Jesus’ Nail Scars – Bradley Jersak


Did Jesus’ crucifixion nails go through his hands or his wrists? Does it matter? What matters?


From earliest times—in both the Bible and sacred art, Christians have located Jesus’ nail scars on his hands.

The strongest biblical indicator for doing so is in John 20, where we read that Jesus appears in the upper room on Easter evening and shows his disciples his hands (cheir) and his side (verse 20).

When Thomas, not present, hears about it, he says, “Unless I see the mark of the nails in his hands [same word], and put my finger in the mark of the nails and my hand [same word], in his side, I will not believe.” Eight days later, Jesus appears to Thomas and says, “Put your finger here; see my hands [same word]. Reach out your hand [same word] and put it into my side. Stop doubting and believe.” Iconographers since then have consistently depicted crucifixion scenes and resurrection appearances with Jesus’ nail scars in his hands.

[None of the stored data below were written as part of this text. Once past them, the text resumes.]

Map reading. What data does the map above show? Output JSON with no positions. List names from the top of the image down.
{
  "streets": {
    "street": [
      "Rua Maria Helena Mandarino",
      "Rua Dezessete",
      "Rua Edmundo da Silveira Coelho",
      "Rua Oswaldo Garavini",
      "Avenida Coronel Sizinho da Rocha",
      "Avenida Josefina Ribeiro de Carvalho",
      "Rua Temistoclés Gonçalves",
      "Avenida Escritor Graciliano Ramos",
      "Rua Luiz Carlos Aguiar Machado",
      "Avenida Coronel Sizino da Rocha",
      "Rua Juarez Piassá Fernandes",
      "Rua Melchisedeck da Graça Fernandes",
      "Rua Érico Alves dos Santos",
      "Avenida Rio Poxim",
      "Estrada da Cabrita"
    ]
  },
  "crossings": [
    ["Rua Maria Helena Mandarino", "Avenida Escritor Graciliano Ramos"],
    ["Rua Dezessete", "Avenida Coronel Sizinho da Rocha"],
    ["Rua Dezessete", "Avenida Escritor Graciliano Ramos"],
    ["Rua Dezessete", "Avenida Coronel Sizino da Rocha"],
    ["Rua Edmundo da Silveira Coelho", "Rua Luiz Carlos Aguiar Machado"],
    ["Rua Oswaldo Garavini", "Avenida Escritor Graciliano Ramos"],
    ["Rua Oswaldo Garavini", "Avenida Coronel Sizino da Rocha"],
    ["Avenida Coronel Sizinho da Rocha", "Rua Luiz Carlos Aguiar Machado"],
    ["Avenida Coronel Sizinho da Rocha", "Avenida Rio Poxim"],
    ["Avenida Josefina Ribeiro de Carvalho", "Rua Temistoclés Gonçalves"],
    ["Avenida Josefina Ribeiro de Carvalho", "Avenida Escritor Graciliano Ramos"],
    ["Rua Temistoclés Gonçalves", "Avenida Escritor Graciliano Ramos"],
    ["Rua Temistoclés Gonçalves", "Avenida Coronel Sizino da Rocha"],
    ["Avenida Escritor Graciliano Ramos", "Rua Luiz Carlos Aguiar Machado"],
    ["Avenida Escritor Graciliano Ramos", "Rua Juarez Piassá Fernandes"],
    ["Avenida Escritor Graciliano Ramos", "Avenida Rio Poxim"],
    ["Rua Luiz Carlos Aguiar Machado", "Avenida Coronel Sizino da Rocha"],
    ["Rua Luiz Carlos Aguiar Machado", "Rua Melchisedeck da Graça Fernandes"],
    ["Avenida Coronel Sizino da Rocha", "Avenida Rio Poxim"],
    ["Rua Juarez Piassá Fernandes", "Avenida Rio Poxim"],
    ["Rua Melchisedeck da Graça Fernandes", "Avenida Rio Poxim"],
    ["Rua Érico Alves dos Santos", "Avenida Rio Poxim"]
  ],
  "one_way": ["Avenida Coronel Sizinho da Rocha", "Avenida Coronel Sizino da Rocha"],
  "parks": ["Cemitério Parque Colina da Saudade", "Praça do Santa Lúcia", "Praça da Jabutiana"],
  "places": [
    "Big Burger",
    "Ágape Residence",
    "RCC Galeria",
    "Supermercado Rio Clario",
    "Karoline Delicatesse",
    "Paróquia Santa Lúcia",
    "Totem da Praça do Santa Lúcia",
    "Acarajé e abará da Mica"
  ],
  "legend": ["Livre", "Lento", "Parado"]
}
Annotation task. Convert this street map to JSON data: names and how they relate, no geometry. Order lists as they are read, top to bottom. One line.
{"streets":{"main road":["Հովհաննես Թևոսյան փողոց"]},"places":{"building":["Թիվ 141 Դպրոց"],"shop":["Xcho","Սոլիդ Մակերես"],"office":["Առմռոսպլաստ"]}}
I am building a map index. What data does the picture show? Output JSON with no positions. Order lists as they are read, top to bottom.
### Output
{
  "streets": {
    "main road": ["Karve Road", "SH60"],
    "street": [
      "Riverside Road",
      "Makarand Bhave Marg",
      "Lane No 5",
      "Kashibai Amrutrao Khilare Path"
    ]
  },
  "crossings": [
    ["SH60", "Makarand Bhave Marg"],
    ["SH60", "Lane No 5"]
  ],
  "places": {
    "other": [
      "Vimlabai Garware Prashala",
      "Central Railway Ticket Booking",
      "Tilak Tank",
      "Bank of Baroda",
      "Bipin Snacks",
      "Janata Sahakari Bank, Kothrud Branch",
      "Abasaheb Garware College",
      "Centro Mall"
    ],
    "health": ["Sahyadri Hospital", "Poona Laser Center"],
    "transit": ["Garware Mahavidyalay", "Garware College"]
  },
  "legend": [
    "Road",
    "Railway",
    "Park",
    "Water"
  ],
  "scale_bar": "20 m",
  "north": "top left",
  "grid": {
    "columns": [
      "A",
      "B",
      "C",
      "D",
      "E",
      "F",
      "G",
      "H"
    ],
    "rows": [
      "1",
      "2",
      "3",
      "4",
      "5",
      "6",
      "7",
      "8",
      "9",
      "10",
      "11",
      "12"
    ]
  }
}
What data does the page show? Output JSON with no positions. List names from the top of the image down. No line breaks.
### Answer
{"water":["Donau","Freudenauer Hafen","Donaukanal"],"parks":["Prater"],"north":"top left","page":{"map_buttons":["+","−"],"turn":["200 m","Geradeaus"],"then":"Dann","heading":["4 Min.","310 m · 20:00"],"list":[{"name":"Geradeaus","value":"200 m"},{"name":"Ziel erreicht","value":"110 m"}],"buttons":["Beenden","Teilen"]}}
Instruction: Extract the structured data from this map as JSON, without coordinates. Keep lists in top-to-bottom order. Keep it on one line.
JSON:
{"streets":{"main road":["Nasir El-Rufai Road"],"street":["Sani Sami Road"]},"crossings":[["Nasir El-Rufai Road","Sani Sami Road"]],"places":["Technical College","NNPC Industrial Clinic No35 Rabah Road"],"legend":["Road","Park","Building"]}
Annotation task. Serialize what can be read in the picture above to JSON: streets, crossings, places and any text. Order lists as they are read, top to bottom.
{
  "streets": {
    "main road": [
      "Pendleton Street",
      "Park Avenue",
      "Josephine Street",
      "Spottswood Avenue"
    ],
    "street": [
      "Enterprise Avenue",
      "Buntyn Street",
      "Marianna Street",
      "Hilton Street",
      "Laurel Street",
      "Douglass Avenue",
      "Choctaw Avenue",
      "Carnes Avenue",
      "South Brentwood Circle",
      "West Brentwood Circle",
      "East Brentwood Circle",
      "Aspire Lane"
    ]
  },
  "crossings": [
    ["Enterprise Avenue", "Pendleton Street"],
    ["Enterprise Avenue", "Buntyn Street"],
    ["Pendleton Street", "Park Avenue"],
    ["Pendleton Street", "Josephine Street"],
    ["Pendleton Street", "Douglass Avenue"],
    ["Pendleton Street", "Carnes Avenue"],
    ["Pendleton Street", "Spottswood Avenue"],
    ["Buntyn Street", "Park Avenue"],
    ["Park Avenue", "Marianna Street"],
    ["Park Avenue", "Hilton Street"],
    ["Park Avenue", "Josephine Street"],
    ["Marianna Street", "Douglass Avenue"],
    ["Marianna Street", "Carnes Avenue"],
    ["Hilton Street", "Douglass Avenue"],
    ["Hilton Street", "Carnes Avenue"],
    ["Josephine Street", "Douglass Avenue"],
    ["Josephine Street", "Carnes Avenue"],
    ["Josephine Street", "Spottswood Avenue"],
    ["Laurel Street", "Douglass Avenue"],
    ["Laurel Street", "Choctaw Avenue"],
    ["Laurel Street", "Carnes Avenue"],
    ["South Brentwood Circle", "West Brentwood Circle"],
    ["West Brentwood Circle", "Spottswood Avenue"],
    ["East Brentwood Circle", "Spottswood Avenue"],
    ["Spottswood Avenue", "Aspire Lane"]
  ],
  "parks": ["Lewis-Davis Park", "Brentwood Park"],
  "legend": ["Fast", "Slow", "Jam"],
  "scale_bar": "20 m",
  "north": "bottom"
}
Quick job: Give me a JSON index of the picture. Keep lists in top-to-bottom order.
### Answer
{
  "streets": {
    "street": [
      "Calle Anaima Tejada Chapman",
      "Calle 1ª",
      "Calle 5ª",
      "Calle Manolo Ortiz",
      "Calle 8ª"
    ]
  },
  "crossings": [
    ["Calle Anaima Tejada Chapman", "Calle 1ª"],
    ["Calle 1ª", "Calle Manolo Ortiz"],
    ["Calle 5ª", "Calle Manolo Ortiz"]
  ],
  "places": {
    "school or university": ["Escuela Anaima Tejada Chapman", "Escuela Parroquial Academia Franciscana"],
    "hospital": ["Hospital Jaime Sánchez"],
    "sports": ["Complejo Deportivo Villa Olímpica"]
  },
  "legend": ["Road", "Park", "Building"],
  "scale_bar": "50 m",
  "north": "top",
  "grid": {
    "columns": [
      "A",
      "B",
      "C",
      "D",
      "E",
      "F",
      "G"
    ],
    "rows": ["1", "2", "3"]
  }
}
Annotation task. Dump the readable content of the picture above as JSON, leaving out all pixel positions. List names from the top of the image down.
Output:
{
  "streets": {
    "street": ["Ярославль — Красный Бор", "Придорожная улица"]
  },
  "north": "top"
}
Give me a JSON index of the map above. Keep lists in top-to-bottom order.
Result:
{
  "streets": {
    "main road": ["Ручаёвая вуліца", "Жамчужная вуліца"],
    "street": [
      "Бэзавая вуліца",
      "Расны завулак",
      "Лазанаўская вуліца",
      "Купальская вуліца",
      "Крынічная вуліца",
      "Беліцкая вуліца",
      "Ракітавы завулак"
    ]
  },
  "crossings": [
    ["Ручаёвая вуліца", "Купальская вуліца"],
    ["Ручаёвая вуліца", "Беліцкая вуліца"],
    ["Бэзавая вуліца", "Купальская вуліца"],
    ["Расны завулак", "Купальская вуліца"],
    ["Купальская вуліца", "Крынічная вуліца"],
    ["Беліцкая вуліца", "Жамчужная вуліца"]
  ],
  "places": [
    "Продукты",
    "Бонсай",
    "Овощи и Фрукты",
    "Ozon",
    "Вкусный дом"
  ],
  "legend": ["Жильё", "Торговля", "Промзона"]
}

More recently, some authors counter that, medically speaking, one’s hands could not support the weight of one’s body hanging on a cross. They claim that Jesus’ hands would have torn free. But according to anatomy texts, that’s not actually true. In fact, the human hand is full of conjunctive tissues (tendons, ligaments, etc.) that are apparently stronger than rope.

So, from a physiological point of view, Jesus’ nail scars could have been either on the hands or wrists, and the Greek word cheir can also indicate wrists in context (only in Acts 12:7). But the weight of evidence favors the traditional view rather than precluding it.


Upon reading the first draft of this article, my friend Peri Zahnd reminded me of an excruciating experience that she underwent. During a visit to Jerusalem’s “Church of the Holy Sepulchre,” the traditional site of Golgotha and garden tomb—of all places!—she took a tumble and suffered a severe fracture to her wrist. She writes,

“That diagram is familiar to me as my certified hand therapist used something similar to explain my fracture. I had some powerful revelations and experiences with the pain of having tiny screws put into my bones and understanding how Jesus’ experience was far more excruciating (yes, I know the etymology).”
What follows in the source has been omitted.